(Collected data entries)
--
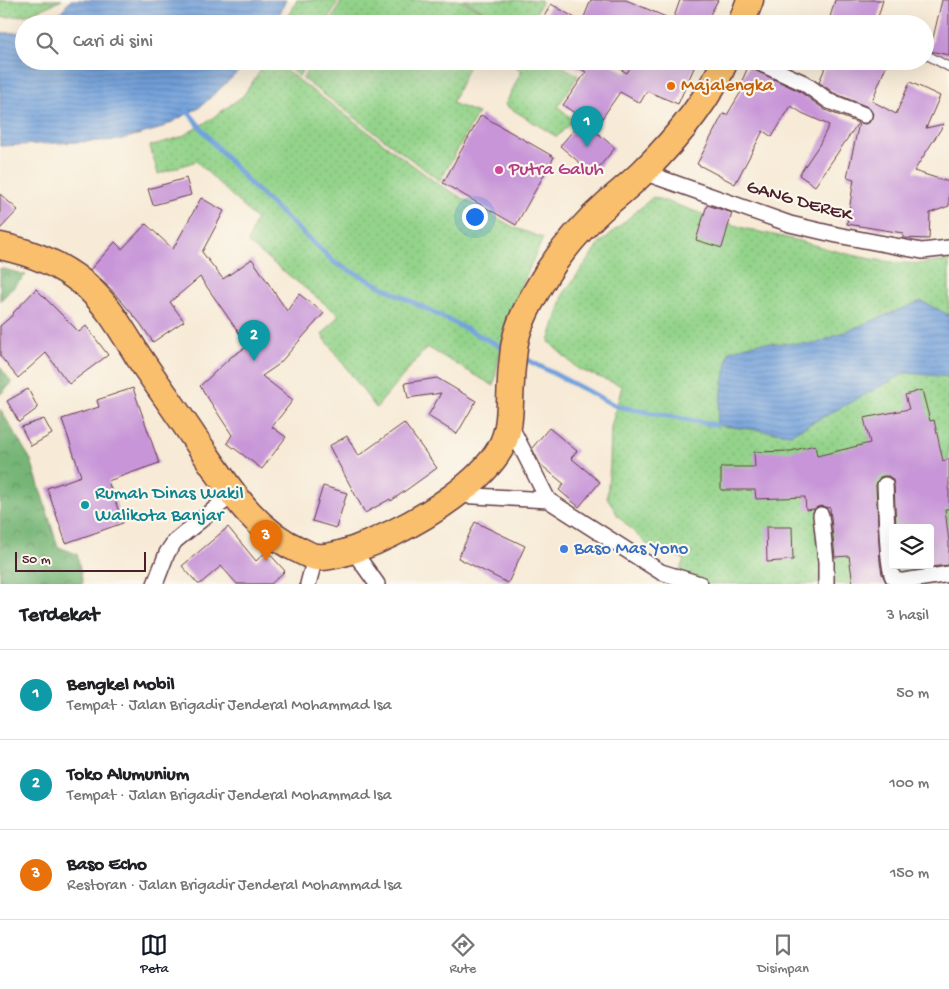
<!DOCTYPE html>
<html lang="id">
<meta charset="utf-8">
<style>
:root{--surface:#fff;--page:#f2f2f2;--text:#202124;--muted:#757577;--line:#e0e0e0;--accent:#111827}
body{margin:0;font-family:"Gochi Hand",sans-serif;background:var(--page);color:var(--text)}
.controls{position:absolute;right:15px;bottom:15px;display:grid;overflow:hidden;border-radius:5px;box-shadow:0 5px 20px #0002}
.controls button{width:45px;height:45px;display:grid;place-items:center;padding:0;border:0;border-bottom:1px solid var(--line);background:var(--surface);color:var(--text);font:25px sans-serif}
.scale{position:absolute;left:15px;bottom:12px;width:131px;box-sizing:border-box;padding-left:5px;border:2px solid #4a1f2b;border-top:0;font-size:14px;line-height:18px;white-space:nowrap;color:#4a1f2b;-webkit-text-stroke:4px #fbf7ec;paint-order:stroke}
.you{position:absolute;left:474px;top:216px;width:18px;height:18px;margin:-12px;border:4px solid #fff;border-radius:50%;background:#1a73e8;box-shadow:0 0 0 8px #1a73e833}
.badge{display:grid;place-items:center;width:32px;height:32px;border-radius:50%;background:var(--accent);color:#fff;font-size:16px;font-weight:700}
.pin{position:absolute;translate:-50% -41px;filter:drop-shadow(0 1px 2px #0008)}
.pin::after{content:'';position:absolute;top:26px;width:18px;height:15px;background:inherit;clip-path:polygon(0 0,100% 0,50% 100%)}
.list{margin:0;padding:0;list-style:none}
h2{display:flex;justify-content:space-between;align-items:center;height:65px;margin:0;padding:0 20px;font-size:21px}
h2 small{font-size:16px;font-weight:400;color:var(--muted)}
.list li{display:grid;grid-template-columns:32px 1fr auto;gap:15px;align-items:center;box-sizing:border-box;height:90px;padding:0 20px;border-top:1px solid var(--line)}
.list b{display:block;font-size:19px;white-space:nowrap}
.list p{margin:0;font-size:16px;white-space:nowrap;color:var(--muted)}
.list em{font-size:16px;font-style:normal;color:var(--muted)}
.icon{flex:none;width:28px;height:28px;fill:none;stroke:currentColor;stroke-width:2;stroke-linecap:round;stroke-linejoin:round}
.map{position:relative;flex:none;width:949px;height:584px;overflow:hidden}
.search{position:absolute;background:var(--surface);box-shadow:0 5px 20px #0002;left:15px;right:15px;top:15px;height:55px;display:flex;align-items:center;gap:12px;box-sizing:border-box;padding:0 18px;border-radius:28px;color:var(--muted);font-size:19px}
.sheet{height:335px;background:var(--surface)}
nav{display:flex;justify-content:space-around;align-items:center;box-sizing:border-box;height:70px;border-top:1px solid var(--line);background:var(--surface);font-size:14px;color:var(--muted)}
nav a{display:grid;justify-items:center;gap:2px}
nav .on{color:var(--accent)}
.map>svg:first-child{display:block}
.grass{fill:url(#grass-dots);stroke:#6e795a;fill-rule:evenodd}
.forest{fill:url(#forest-crowns);stroke:#606a50}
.water{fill:url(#water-rules);stroke:#5e6084}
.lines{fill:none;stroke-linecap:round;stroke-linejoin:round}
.stream{stroke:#72a1dc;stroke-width:5}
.building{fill:#c896d8}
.service-casing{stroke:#643d45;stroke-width:10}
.minor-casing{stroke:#643d45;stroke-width:18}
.trunk-casing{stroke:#643d45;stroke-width:29}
.service{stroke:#fff;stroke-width:8}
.minor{stroke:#fff;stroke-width:15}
.trunk{stroke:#f9bf6d;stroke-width:26}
.food-dot{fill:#e8710a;stroke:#fbf7ec;stroke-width:2}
.hotel-dot{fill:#d1479c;stroke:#fbf7ec;stroke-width:2}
.culture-dot{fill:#0f9aa8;stroke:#fbf7ec;stroke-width:2}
.shop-dot{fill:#3f7fe0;stroke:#fbf7ec;stroke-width:2}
.labels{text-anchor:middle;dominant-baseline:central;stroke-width:4.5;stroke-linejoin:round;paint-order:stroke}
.food-label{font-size:19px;fill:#c56008;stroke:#fbf7ec;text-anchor:start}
.hotel-label{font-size:19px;fill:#b23c85;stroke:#fbf7ec;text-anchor:start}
.street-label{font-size:19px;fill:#4a1f2b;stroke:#fbf7ec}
.culture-label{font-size:19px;fill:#0d838f;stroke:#fbf7ec;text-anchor:start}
.shop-label{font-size:19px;fill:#366cbe;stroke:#fbf7ec;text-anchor:start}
</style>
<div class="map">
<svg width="949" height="584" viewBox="0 0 949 584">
<defs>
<pattern id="grass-dots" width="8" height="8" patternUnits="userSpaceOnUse" patternTransform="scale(1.25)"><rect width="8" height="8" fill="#93d38a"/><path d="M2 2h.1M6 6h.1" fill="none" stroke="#80b577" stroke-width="1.8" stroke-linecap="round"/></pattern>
<pattern id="forest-crowns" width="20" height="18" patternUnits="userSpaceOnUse" patternTransform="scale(1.25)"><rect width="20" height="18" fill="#76b576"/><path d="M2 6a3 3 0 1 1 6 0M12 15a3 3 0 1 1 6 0" fill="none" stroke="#639361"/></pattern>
<pattern id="water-rules" width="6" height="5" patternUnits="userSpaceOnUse" patternTransform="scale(1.25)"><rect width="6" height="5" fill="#72a1dc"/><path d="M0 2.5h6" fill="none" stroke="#6083b3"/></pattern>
</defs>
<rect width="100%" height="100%" fill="#fbf7ec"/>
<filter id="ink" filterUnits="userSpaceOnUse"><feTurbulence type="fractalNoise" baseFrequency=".02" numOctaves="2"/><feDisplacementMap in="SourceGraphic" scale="10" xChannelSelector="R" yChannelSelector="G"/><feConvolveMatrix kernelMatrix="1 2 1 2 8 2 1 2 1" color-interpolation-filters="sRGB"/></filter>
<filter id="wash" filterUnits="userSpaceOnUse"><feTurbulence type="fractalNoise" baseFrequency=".0096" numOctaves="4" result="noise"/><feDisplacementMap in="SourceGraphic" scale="20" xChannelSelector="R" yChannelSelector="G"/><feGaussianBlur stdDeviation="1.12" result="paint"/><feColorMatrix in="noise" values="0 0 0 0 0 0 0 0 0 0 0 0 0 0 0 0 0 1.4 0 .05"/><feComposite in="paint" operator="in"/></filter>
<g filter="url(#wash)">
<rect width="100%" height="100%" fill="#f7ead6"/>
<g class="grass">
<path d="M0 0H62L27 15 0 18Z"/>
<path d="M297 0H339L326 24H285Z"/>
<path d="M342 0H460L507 24H330Z"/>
<path d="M463 0H541L542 1 531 24H509Z"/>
<path d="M267 61H273L438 184 515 228 543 238C520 288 501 331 494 386L427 347 376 408 322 335 339 315 248 243 256 219 196 161 158 174 150 146 181 137 208 121 243 96Z"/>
<path d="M280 61H307L299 76Z"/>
<path d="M312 61H471L452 103 478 113 440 181 303 79Z"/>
<path d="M504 61H554L578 76 558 106 573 120 557 137 505 105 522 70Z"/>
<path d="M653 197C685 207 716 220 747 229 768 234 790 238 810 244 853 256 905 270 949 260V584H676L684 559 646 544 618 516 607 497 610 464 611 427 622 386 578 369 549 342 564 293 600 243ZM893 528H930V565H893Z"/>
</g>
<g class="forest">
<path d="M0 268 26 275 0 301Z"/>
<path d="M0 367 12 383 0 395Z"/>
<path d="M0 409 31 460 58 547 77 554 83 584H0Z"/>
</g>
<g class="water">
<path d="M71 0H286L275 24H44L55 18Z"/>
<path d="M24 32V61H250L200 107 159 129 119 140 0 146V33Z"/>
<path d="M921 301 949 315V377L906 373 791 434 716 425 729 351 759 343 815 344Z"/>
</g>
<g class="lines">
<g class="stream">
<path d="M186 109 213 143 252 186 335 263 506 349"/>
<path d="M520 356 616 406 716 425"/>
</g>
</g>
<g id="blocks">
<g class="building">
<path d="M591 0H626L673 20 680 0H718L705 24H540L551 4 582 22Z"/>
<path d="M835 0H883L876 24H828Z"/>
<path d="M942 0H949V55L930 51Z"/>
<path d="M566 61H606L627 73 634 61H697L678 104 647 91 640 103 620 92 594 130 615 148 593 174 560 146 583 119 563 105 586 72Z"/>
<path d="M828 61H888L872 101 896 114 910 82 940 96 926 128 944 124 914 171 949 182V206L930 213 929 239 903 238V233L847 224 854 179 847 177 859 123 865 124 869 123 873 114 868 107 834 93 819 82Z"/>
<path d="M748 67 799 91 825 110 858 123 815 186 799 175 819 145 829 125 802 113 791 106 772 137 763 131 735 184 697 164 723 114 727 115 745 85 741 83Z"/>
<path d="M481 115 554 157 516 225 443 183Z"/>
<path d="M186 178 191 195 153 205 148 189Z"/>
<path d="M0 194 18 210 0 229Z"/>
<path d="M201 198 224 211 202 252 223 279 252 259 287 311 299 294 324 313 278 365 262 376 293 400 272 427 286 437 262 469 227 443 232 435 200 386 231 357 248 346 200 277 170 302 184 321 153 342 140 323 111 289 90 270 115 242 122 249 146 224 173 249Z"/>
<path d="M707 205 732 213 722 248 696 240Z"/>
<path d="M36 289 79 332 86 326 108 355 69 384 46 353 18 378 0 356V326L14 314 13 313Z"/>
<path d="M437 378 476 401 457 434 428 416 441 393 408 398 405 383Z"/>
<path d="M133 388 159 463 108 481 123 523 66 543 47 488 81 476 62 419 99 407 97 400Z"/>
<path d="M28 389 38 408 19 422 7 401Z"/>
<path d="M922 390 930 421 934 420 943 461 949 459V509H945L949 542V565L930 567V528H896L894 485 893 480 889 476H884L880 477 876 485 880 562 882 574 887 584H853L849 556 835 557 830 508 820 506 814 509 806 510 805 497 756 499 755 490H721V467H755L754 452 791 451 815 445 817 456 870 443 864 418 909 409 905 395Z"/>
<path d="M44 419 52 434 31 446 21 427Z"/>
<path d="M404 423 437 468 391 501 390 499 365 513 329 446 347 436 358 456Z"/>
<path d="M549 428 577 451 571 458 600 482 579 507 559 490 564 484 540 464 532 448Z"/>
<path d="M323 486 347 493 336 528 312 521Z"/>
<path d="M475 522 525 546 508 583 458 558Z"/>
<path d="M228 527 256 561 267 551 285 571 271 584H237L221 566 200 584H198L182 566Z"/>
<path d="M766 527H792L793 560 767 562Z"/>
</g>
</g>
</g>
<g filter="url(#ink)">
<use href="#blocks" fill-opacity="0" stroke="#643d45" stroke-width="1"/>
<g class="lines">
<g class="service-casing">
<path id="service" d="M925 54 949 67"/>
</g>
<g class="minor-casing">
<g id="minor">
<path d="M755 61 804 83 829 101 864 115"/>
<path d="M643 172 790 224 837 235 922 251 949 248"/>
<path d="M510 425 548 500"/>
<path d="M885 485C886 500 887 568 893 577 896 581 899 581 904 581L949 574"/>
<path d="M456 495 548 500 661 572 700 584"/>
<path d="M821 515 826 562V584"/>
<path d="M352 549 377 584"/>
<path d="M155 584 167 553 175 541 233 494"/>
<path d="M308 584 315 558"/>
</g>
</g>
<g class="trunk-casing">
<g id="trunk">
<path d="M741 24 750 0"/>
<path d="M0 246C29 252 60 264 83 283 107 303 122 330 138 356 156 383 175 409 193 436 224 480 250 529 301 551 305 553 312 557 317 557 336 559 375 542 393 533 428 516 480 483 500 449 512 428 509 405 511 382 511 371 513 359 514 348 517 325 529 304 540 285 558 253 582 226 609 202 621 192 633 182 644 171 675 140 707 103 725 61"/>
</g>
</g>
<use href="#service" class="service"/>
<use href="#minor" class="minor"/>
<use href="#trunk" class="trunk"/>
</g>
</g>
<circle class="food-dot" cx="671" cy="86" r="5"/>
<circle class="hotel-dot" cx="499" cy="170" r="5"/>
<circle class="culture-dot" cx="85" cy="505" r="5"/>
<circle class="shop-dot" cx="564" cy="549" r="5"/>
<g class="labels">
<g class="food-label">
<text x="681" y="86">Majalengka</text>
</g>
<g class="hotel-label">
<text x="509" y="170">Putra Galuh</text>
</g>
<g class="street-label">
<text transform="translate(799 202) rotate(16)">GANG DEREK</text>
</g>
<g class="culture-label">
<text x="95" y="494">Rumah Dinas Wakil<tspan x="95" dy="22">Walikota Banjar</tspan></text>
</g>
<g class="shop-label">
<text x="574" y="549">Baso Mas Yono</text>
</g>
</g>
</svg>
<div class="controls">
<button><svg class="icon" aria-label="layers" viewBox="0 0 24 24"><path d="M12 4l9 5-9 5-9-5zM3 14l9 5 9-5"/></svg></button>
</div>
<div class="scale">50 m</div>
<div class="you"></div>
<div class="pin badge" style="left:587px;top:147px;background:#0f9aa8">1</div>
<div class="pin badge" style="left:254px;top:361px;background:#0f9aa8">2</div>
<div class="pin badge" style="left:266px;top:561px;background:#e8710a">3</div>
<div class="search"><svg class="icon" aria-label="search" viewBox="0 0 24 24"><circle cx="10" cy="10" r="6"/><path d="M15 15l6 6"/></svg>Cari di sini</div>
</div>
<section class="sheet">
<h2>Terdekat<small>3 hasil</small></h2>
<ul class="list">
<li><span class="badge" style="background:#0f9aa8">1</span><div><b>Bengkel Mobil</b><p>Tempat · Jalan Brigadir Jenderal Mohammad Isa</p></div><em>50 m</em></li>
<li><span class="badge" style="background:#0f9aa8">2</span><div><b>Toko Alumunium</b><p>Tempat · Jalan Brigadir Jenderal Mohammad Isa</p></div><em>100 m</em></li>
<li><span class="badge" style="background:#e8710a">3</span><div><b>Baso Echo</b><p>Restoran · Jalan Brigadir Jenderal Mohammad Isa</p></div><em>150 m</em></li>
</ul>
</section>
<nav>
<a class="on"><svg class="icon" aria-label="map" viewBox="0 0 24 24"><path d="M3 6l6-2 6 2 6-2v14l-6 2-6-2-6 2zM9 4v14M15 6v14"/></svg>Peta</a>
<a><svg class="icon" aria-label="directions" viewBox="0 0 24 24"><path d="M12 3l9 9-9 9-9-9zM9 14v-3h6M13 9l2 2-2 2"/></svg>Rute</a>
<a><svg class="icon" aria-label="saved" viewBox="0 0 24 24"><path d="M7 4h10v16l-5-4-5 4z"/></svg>Disimpan</a>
</nav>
--
Task prompt
Copy all the lines from the data above that hold the word "sans".

Response below
body{margin:0;font-family:"Gochi Hand",sans-serif;background:var(--page);color:var(--text)}
.controls button{width:45px;height:45px;display:grid;place-items:center;padding:0;border:0;border-bottom:1px solid var(--line);background:var(--surface);color:var(--text);font:25px sans-serif}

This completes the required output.